_PROBLEM DESCRIPTION:_
Would you mind restating all of the records word for word, skipping the pictures?

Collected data

——————

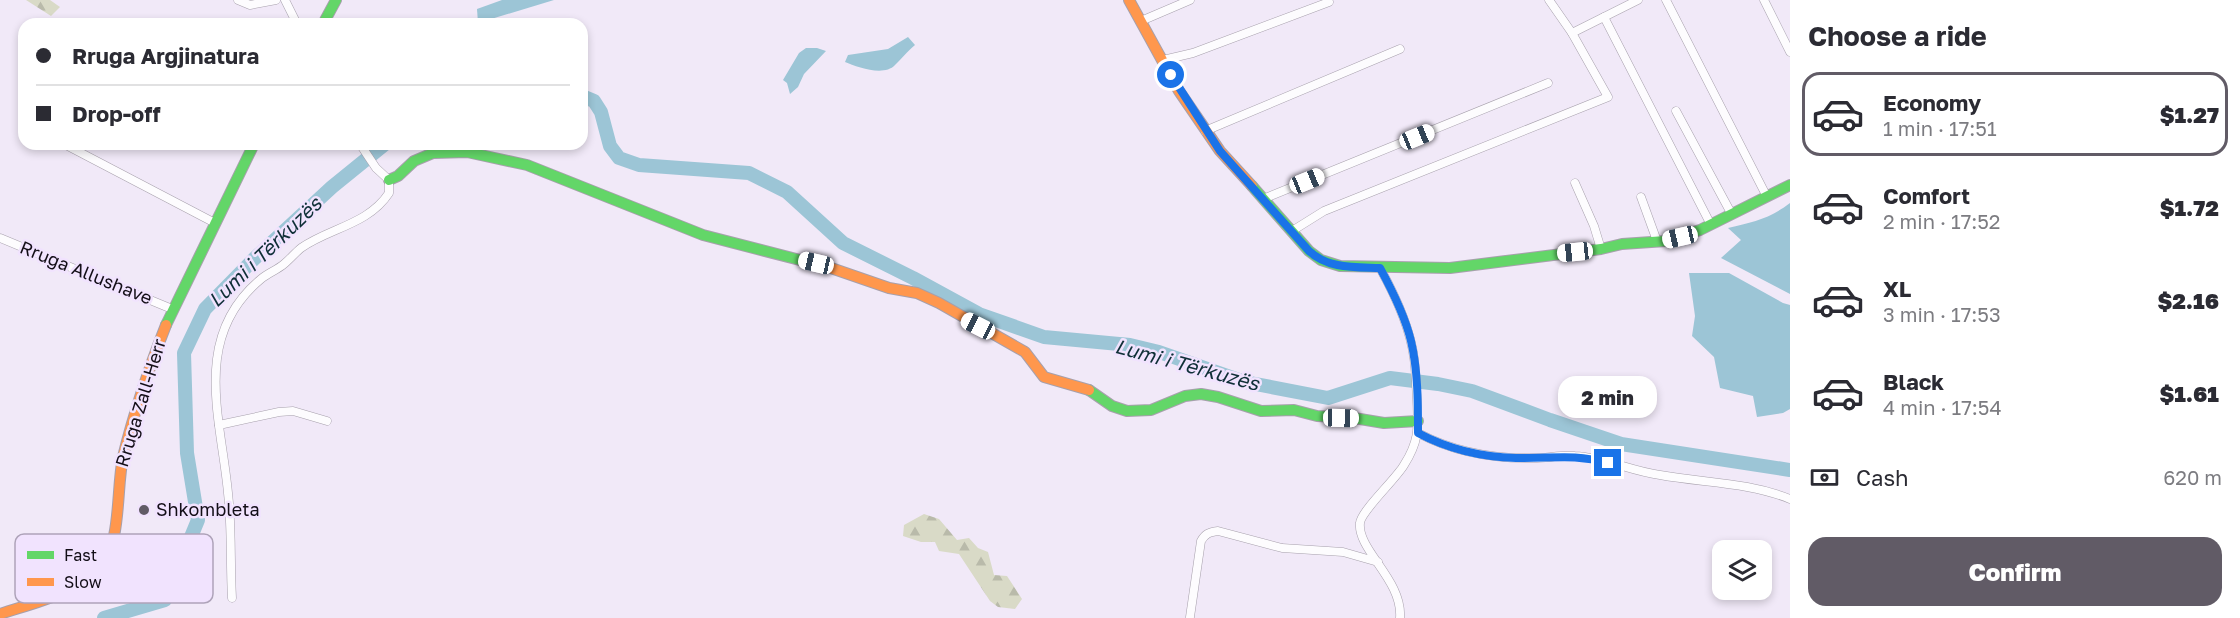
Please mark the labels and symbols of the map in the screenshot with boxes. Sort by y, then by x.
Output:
route start [1157,61,1184,88]
car [1397,122,1437,152]
car [1287,166,1327,196]
water label: Lumi i Tërkuzës [203,190,327,311]
car [1660,224,1700,250]
street label: Rruga Allushave [17,236,156,309]
car [1556,241,1594,263]
car [796,250,836,276]
car [958,310,998,342]
water label: Lumi i Tërkuzës [1113,333,1263,395]
street label: Rruga Zall-Herr [110,336,170,469]
callout: 2 min [1558,376,1658,418]
car [1323,409,1359,427]
route end [1594,449,1621,476]
place label: Shkombleta [156,498,260,520]
marker: Shkombleta [137,503,151,517]
legend [15,534,213,603]
text: Fast [64,545,97,565]
text: Slow [64,572,102,592]

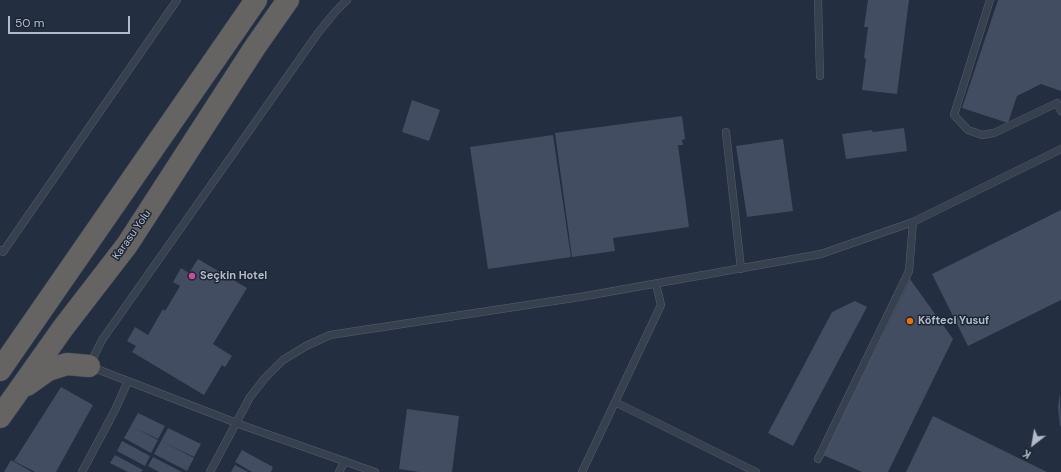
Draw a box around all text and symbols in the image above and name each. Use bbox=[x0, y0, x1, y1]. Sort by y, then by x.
scale bar bbox=[10, 8, 132, 34]
text: 50 m bbox=[15, 15, 44, 31]
street label: Karasu Yolu bbox=[110, 208, 154, 262]
place label: Seçkin Hotel bbox=[200, 269, 267, 283]
marker: Seçkin Hotel bbox=[187, 271, 197, 281]
place label: Köfteci Yusuf bbox=[918, 314, 989, 328]
marker: Köfteci Yusuf bbox=[905, 316, 915, 326]
north arrow bbox=[1013, 424, 1053, 464]
text: K bbox=[1020, 446, 1034, 462]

——————

_SOLUTION BELOW:_
Please mark the labels and symbols of the map in the screenshot with boxes. Sort by y, then by x.
Output:
route start [1157,61,1184,88]
car [1397,122,1437,152]
car [1287,166,1327,196]
water label: Lumi i Tërkuzës [203,190,327,311]
car [1660,224,1700,250]
street label: Rruga Allushave [17,236,156,309]
car [1556,241,1594,263]
car [796,250,836,276]
car [958,310,998,342]
water label: Lumi i Tërkuzës [1113,333,1263,395]
street label: Rruga Zall-Herr [110,336,170,469]
callout: 2 min [1558,376,1658,418]
car [1323,409,1359,427]
route end [1594,449,1621,476]
place label: Shkombleta [156,498,260,520]
marker: Shkombleta [137,503,151,517]
legend [15,534,213,603]
text: Fast [64,545,97,565]
text: Slow [64,572,102,592]

Draw a box around all text and symbols in the image above and name each. Use bbox=[x0, y0, x1, y1]. Sort by y, then by x.
scale bar bbox=[10, 8, 132, 34]
text: 50 m bbox=[15, 15, 44, 31]
street label: Karasu Yolu bbox=[110, 208, 154, 262]
place label: Seçkin Hotel bbox=[200, 269, 267, 283]
marker: Seçkin Hotel bbox=[187, 271, 197, 281]
place label: Köfteci Yusuf bbox=[918, 314, 989, 328]
marker: Köfteci Yusuf bbox=[905, 316, 915, 326]
north arrow bbox=[1013, 424, 1053, 464]
text: K bbox=[1020, 446, 1034, 462]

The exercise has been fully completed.